По дороге в город его дурное настроение усилилось, потому что он вдруг вспомнил, что ему за всю жизнь не купить бы этих новых участков земли, если бы О-Лан не украла горсти драгоценных камней в доме богача и не отдала их ему, когда он ей велел. Но вспомнив это, он еще больше рассердился и подумал, словно желая заглушить голос сердца:

«Что же, ведь она не знала, что делает. Она взяла их ради удовольствия, как ребенок хватает горсть зеленых и красных леденцов, и так и носила бы их на груди, если бы я не узнал об этом».
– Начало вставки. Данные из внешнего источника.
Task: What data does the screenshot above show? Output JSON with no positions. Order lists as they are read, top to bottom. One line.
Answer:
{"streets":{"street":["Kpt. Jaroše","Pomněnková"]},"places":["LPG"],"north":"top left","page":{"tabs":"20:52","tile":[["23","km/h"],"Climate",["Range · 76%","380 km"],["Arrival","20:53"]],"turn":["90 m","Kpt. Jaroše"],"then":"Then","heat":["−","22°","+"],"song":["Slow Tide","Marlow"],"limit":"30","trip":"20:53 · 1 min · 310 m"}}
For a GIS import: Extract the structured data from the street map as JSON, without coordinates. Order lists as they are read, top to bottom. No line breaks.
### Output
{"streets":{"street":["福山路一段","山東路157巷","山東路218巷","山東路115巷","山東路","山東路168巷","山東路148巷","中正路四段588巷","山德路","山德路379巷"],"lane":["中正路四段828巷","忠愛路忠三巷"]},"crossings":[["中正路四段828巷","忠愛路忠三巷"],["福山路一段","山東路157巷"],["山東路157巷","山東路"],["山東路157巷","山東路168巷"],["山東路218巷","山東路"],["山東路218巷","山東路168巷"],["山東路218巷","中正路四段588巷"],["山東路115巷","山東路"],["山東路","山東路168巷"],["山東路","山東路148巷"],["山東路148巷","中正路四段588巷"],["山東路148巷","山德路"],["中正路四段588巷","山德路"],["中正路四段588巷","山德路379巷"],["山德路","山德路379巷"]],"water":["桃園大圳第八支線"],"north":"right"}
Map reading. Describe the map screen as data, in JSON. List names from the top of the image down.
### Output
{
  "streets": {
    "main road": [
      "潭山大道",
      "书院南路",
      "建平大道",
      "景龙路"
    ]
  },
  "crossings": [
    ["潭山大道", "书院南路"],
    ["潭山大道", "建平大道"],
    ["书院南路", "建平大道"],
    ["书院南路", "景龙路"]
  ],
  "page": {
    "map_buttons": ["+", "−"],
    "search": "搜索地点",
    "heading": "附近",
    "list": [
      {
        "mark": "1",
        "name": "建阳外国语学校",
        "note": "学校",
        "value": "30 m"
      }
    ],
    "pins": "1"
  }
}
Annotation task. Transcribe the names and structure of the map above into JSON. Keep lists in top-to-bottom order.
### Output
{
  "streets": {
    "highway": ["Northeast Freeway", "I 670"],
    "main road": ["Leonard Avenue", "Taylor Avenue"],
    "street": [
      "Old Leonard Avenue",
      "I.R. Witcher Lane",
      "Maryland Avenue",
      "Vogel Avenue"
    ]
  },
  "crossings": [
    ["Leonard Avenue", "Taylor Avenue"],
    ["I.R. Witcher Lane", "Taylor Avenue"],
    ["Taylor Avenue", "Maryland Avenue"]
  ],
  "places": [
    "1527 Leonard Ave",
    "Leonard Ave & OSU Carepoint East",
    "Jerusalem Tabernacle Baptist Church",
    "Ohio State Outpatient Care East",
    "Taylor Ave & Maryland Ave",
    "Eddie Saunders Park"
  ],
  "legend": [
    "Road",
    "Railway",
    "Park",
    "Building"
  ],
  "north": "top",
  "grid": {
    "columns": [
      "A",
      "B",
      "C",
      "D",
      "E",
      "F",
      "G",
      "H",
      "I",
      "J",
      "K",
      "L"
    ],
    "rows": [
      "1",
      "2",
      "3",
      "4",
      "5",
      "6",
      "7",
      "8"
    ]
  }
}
Потом он подумал, неужели она все еще прячет жемчужины между грудями. Прежде это ему казалось странным, и иногда он задумывался над этим и представлял себе спрятанный жемчуг, а теперь он думал об этом с презрением, потому что груди стали у нее дряблыми и отвислыми от частых родов и потеряли красоту, и носить между ними жемчужины было глупо и бесполезно.

Но все это было бы ничего, если бы Ван-Лун оставался бедняком, или если бы вода не затопила его полей. Но у него были деньги. В стене его дома было спрятано серебро, и мешок серебра лежал под черепицей нового дома, и в той комнате, где он спал с женой, в сундуке было серебро, завернутое в тряпку, и серебро было зашито в цыновку под их кроватью, и пояс у него был полон серебра. И теперь, вместо того чтобы уходить от него, как живая кровь вытекает из раны, серебро лежало у него в поясе и жгло пальцы, когда он касался его, и словно просило, чтобы его начали тратить. И он перестал жалеть серебро и начал думать, что ему сделать, чтобы жить веселее.

Все казалось уже не так хорошо, как прежде. Чайная лавка, куда, бывало, он входил с робостью, чувствуя себя деревенщиной, теперь казалась ему грязноватой и бедной. В старое время никто не знал его, и мальчишки-прислужники обращались с ним дерзко, а теперь люди подталкивали друг друга локтем, когда он входил, и шептали друг другу:

— Это Ван-Лун из деревни Ван, тот самый, который купил землю у дома Хуанов, в ту зиму, когда умер старый господин и был большой голод. Он теперь богач.

И Ван-Дун, слыша это, садился с равнодушным видом, а в сердце своем он безмерно гордился собой. Но в тот день, когда он упрекал свою жену, даже почтение, которое ему оказывали, не доставляло удовольствия, и он угрюмо пил чай и думал, что в жизни его все не так хорошо, как ему казалось.

И вдруг ему пришло в голову:

«Почему это я должен пить чай в этой лавке, у кривоглазого хорька, зарабатывающего меньше, чем поденщик у меня на поле, — я, владелец земли, у которого сыновья учатся в школе?»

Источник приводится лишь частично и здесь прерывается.